▸ **EXERCISE REQUIREMENTS**:
Give every line of the records exactly, please, from the first up to and including the one containing "margin:-6px; padding:0; box-sizing:content-box;".

▸ **INPUT RECORDS**:
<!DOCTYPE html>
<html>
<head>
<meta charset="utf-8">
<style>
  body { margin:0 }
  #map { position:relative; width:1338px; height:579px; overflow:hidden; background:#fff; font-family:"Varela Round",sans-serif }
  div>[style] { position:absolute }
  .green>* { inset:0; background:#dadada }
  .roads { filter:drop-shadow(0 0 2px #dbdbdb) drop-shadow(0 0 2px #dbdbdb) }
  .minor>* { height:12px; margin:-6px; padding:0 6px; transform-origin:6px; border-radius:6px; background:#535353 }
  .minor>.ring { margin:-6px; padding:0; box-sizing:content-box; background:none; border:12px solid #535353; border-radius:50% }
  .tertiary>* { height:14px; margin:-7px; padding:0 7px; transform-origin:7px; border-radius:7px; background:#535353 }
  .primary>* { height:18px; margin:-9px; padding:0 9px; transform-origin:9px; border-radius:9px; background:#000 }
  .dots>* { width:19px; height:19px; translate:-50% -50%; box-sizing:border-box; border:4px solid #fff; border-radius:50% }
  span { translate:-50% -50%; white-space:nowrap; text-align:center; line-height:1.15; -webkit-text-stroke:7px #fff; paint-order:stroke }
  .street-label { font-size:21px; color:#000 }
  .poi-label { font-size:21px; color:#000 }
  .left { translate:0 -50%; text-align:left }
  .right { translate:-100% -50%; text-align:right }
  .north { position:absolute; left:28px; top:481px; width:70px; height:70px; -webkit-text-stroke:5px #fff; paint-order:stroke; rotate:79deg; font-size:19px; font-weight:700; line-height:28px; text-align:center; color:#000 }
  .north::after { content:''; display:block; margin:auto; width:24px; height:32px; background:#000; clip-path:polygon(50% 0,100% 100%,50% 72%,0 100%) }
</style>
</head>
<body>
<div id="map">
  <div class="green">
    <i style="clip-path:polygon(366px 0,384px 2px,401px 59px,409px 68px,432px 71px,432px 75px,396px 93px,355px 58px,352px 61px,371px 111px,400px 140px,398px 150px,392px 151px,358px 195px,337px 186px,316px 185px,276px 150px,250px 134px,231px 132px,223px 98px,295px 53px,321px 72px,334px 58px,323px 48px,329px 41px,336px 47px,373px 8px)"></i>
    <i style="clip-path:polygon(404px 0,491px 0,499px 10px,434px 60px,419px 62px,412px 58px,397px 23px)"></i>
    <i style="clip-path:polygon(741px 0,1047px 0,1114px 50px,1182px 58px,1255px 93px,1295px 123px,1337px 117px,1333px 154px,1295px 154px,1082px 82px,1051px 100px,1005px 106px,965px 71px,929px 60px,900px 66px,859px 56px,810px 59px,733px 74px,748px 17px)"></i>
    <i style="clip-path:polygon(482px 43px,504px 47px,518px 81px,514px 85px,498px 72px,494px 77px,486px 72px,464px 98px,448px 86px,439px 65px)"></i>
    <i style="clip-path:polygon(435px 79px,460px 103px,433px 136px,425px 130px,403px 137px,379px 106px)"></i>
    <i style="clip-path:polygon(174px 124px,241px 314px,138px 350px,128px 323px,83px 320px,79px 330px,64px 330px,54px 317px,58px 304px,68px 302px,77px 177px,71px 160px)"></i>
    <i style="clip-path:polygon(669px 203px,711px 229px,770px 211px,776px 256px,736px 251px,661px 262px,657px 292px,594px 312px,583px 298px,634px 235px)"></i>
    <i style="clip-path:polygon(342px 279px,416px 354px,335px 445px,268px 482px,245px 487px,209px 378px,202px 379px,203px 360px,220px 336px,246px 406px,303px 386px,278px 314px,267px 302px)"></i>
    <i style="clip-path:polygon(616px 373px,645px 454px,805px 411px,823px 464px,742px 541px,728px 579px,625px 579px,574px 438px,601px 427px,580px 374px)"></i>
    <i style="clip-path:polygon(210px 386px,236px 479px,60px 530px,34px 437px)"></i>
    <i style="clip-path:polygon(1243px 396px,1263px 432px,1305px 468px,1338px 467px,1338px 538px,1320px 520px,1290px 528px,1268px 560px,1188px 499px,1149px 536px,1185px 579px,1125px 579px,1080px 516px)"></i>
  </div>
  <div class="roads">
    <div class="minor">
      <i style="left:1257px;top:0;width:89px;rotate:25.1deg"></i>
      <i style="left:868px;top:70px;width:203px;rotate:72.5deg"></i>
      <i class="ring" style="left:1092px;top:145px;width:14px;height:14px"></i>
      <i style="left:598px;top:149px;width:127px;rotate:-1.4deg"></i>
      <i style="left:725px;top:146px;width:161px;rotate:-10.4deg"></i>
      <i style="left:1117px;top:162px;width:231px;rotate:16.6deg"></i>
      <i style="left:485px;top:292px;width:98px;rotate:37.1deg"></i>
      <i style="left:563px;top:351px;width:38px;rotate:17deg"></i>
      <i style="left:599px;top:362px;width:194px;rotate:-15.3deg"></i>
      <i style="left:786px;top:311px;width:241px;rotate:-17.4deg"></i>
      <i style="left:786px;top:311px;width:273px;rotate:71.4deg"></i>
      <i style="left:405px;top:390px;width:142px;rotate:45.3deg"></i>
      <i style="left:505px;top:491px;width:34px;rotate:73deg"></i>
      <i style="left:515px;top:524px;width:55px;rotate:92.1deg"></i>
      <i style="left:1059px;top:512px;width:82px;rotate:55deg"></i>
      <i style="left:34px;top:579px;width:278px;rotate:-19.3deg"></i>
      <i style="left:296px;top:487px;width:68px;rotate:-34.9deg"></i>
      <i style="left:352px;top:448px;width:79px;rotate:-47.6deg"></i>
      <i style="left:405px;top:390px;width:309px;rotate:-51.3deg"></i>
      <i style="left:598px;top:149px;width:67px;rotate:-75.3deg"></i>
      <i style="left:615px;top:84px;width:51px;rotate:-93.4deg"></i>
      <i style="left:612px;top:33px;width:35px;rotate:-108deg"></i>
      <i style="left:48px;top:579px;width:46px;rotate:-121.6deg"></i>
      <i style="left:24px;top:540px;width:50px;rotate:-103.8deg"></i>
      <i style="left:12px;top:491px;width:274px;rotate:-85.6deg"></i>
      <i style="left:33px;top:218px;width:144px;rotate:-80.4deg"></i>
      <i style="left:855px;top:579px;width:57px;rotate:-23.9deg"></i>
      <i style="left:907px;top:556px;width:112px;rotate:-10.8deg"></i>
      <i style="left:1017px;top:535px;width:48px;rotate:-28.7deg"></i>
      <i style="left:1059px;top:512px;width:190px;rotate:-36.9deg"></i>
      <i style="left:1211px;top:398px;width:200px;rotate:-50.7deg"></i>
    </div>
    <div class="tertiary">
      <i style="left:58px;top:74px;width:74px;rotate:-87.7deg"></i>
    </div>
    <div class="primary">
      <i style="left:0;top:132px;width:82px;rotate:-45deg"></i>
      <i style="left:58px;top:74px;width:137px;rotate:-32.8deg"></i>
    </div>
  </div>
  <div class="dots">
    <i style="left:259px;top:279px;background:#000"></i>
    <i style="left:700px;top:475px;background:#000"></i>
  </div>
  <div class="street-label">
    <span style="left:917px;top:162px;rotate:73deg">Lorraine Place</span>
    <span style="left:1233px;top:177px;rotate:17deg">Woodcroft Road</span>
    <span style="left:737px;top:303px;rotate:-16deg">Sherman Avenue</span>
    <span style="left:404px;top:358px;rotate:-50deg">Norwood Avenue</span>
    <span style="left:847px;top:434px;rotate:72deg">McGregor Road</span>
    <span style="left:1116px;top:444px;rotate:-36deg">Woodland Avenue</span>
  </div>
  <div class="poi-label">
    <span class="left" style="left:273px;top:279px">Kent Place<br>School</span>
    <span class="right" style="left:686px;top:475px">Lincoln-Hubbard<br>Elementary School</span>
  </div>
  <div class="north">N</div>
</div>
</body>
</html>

▸ **SOLUTION TO THE EXERCISE**:
<!DOCTYPE html>
<html>
<head>
<meta charset="utf-8">
<style>
  body { margin:0 }
  #map { position:relative; width:1338px; height:579px; overflow:hidden; background:#fff; font-family:"Varela Round",sans-serif }
  div>[style] { position:absolute }
  .green>* { inset:0; background:#dadada }
  .roads { filter:drop-shadow(0 0 2px #dbdbdb) drop-shadow(0 0 2px #dbdbdb) }
  .minor>* { height:12px; margin:-6px; padding:0 6px; transform-origin:6px; border-radius:6px; background:#535353 }
  .minor>.ring { margin:-6px; padding:0; box-sizing:content-box; background:none; border:12px solid #535353; border-radius:50% }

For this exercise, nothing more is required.